Can you tell me what instance type you are using and what the following settings in the database are?
SHOW effective_cache_size;
SHOW shared_buffers;
SHOW random_page_cost;
SHOW temp_buffers;
SHOW work_mem;
SHOW max_connections;
SHOW maintenance_work_mem;
Can you also show me the result of this, but replacing the "$1" with an array of valid ids that this query might typically use:
SELECT MIN(latitude) AS minlat,
MIN(longitude) AS minlon,
MAX(latitude) AS maxlat,
MAX(longitude) AS maxlon
FROM current_nodes cn
INNER JOIN current_way_nodes wn
ON cn.id = wn.node_id
INNER JOIN current_ways w
ON wn.way_id = w.id
INNER JOIN current_relation_members
ON current_relation_members.member_id = w.id
INNER JOIN current_relations
ON current_relations.id = current_relation_members.relation_id
WHERE current_relations.visible = true
AND current_relation_members.member_type = 'Way'
AND current_relations.id = ANY($1)
It seems odd, however, that we'd have something like Minh's experience where "the last API request to close the changeset" unless I guess an object relations query from another user is tanking the API just at that moment.
https://www.openhistoricalmap.org/changeset/98901 is an example of such a changeset. iD got a 503 error when attempting to close the changeset, so it’s still open and iD would pile onto it if I were to hit Upload again. (Changesets automatically close an hour after the last upload.)
@bitner , Currently the config is this one 👇
#effective_cache_size = 4GB
shared_buffers = 128MB
#random_page_cost = 4.0 # same scale as above
#temp_buffers = 8MB # min 800kB
#work_mem = 4MB # min 64kB
max_connections = 100 # (change requires restart)
#maintenance_work_mem = 64MB # min 1MB
Only , shared_buffers and max_connections are enable.
About the function, i have been trying to run it, but the error do not show up. and $1 = Array[relations_ids]
, relations_ids
are the ids of relations to download or upload.

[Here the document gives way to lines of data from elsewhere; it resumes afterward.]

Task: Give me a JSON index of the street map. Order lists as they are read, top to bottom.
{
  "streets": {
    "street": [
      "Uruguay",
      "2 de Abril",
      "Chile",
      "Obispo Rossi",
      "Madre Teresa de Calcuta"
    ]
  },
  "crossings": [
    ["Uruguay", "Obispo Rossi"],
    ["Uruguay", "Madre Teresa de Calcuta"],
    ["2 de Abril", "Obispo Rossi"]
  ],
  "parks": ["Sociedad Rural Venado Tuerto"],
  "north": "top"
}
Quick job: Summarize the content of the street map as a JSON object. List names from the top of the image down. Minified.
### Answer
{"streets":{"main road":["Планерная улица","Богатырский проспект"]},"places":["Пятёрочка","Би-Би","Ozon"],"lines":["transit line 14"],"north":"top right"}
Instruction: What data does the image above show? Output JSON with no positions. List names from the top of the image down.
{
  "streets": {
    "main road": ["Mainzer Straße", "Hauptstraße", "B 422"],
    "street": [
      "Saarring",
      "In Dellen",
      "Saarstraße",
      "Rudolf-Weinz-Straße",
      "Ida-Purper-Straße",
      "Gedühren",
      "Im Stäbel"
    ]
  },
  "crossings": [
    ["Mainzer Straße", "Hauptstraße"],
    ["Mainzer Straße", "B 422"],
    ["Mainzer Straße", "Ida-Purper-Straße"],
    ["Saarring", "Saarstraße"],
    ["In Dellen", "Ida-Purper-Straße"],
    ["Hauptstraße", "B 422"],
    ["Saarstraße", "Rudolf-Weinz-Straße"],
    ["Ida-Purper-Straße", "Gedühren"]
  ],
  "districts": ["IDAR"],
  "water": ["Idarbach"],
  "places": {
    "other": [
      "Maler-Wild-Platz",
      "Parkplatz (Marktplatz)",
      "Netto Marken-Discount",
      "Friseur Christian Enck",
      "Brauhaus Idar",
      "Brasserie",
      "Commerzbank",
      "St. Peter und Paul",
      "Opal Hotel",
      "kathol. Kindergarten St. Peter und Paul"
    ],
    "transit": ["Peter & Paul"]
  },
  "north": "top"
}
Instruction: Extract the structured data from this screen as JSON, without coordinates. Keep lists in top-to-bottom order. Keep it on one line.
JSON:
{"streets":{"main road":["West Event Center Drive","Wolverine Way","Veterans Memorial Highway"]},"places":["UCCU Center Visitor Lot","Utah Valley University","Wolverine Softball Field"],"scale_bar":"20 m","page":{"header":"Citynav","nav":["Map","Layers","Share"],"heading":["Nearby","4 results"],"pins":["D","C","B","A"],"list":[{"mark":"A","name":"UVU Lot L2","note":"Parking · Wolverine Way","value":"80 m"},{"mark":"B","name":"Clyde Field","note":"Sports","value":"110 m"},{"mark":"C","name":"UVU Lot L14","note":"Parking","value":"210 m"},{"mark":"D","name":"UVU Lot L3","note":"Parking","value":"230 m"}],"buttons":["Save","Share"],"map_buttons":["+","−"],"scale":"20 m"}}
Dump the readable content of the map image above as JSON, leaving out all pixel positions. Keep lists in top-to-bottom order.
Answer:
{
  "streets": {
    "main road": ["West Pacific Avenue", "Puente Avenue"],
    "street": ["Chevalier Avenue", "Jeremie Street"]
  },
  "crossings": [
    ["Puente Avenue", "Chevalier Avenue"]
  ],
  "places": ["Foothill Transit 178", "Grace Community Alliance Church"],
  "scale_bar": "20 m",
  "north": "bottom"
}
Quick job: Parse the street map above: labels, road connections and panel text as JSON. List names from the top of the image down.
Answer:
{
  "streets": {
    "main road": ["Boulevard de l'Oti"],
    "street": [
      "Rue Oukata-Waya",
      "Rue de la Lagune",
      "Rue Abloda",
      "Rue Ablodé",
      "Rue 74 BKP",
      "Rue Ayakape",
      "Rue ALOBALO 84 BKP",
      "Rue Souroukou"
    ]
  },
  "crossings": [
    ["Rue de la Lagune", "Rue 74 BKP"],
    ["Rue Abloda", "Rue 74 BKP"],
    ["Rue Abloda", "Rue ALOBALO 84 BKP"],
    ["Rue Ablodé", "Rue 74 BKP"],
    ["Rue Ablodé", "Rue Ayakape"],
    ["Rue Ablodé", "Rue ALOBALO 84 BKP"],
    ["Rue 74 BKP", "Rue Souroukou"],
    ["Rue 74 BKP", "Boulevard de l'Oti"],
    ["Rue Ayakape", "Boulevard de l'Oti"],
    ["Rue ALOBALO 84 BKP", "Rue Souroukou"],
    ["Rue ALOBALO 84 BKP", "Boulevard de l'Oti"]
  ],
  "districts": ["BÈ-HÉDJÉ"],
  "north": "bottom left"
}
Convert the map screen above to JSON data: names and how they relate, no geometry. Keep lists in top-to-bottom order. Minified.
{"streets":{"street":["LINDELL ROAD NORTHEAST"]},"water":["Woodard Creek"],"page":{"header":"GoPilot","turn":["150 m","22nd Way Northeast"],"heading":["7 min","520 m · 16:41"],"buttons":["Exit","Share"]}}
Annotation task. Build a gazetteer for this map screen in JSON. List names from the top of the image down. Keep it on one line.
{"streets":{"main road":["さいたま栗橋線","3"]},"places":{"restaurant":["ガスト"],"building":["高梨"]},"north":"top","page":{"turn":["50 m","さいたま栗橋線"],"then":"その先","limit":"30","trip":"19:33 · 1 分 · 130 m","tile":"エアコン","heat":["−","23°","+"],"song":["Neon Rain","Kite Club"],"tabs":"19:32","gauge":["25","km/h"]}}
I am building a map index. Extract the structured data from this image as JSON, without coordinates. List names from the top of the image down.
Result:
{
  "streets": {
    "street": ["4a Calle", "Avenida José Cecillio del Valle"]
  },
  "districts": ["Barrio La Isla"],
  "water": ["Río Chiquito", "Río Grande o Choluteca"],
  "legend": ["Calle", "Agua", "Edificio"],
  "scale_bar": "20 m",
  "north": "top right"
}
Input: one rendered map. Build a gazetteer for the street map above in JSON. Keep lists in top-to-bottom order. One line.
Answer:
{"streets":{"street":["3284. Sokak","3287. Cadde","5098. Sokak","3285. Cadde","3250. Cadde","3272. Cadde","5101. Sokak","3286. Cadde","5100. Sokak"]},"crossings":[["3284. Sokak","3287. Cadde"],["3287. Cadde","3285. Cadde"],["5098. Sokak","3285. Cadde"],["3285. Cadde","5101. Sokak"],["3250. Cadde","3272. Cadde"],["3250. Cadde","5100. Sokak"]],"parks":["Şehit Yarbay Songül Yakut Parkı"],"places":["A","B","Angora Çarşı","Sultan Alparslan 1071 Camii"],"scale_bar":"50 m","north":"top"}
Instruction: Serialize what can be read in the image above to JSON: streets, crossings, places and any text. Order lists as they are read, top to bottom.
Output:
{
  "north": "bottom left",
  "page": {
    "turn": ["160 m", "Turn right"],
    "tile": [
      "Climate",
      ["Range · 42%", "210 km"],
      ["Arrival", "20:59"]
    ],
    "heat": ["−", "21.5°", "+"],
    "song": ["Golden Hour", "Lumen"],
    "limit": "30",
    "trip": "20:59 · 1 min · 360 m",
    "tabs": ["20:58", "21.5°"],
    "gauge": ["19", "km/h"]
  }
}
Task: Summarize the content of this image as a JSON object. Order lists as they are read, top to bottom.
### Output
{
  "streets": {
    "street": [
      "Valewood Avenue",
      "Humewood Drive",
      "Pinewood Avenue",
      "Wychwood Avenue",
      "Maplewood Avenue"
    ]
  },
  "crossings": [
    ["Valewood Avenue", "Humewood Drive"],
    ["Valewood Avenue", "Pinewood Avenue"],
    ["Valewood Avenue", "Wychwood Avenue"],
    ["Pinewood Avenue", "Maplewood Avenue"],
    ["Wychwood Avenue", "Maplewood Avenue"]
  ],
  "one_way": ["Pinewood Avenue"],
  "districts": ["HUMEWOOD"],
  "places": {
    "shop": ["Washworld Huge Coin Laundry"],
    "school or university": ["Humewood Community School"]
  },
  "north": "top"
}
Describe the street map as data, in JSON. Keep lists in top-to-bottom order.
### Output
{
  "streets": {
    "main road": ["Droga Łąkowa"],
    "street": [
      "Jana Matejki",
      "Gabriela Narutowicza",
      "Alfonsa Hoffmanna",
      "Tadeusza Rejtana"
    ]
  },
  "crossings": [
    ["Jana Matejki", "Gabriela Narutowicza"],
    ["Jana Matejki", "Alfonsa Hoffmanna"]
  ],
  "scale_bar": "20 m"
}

-- Create a temporary table to store the array
CREATE TEMP TABLE temp_array (id integer);
-- Insert the generated series into the temporary table
INSERT INTO temp_array
SELECT generate_series(1, 1000);
-- Your SELECT query, modified to use the temporary table
SELECT MIN(cn.latitude) AS minlat,
MIN(cn.longitude) AS minlon,
MAX(cn.latitude) AS maxlat,
MAX(cn.longitude) AS maxlon
FROM current_nodes cn
INNER JOIN current_way_nodes wn ON cn.id = wn.node_id
INNER JOIN current_ways w ON wn.way_id = w.id
INNER JOIN current_relation_members ON current_relation_members.member_id = w.id
WHERE current_relation_members.member_type = 'Way'
AND current_relation_members.relation_id = ANY(SELECT id FROM temp_array);
-- Optionally, drop the temporary table if it's no longer needed
DROP TABLE temp_array;
I'm keeping an eye on this issue, but I suppose there isn't much we can do from cgimap side. It would be good to see an EXPLAIN for the above statement. Maybe Postgresql is trying to run queries in parallel, which is in the end consuming too many resources in your environment. (https://www.postgresql.org/docs/current/how-parallel-query-works.html)
@Rub21 This database instance is just using the stock defaults for Postgres Settings which are horrible. What size database instance is this (particularly the amount of RAM). How many concurrent connections do you expect there to be to the database?
In the query I put above, I forgot to prepend it with EXPLAIN (VERBOSE, ANALYZE, BUFFERS)
You will want to find a set of ids that are typical of the query that is taking you so long - not just any ids.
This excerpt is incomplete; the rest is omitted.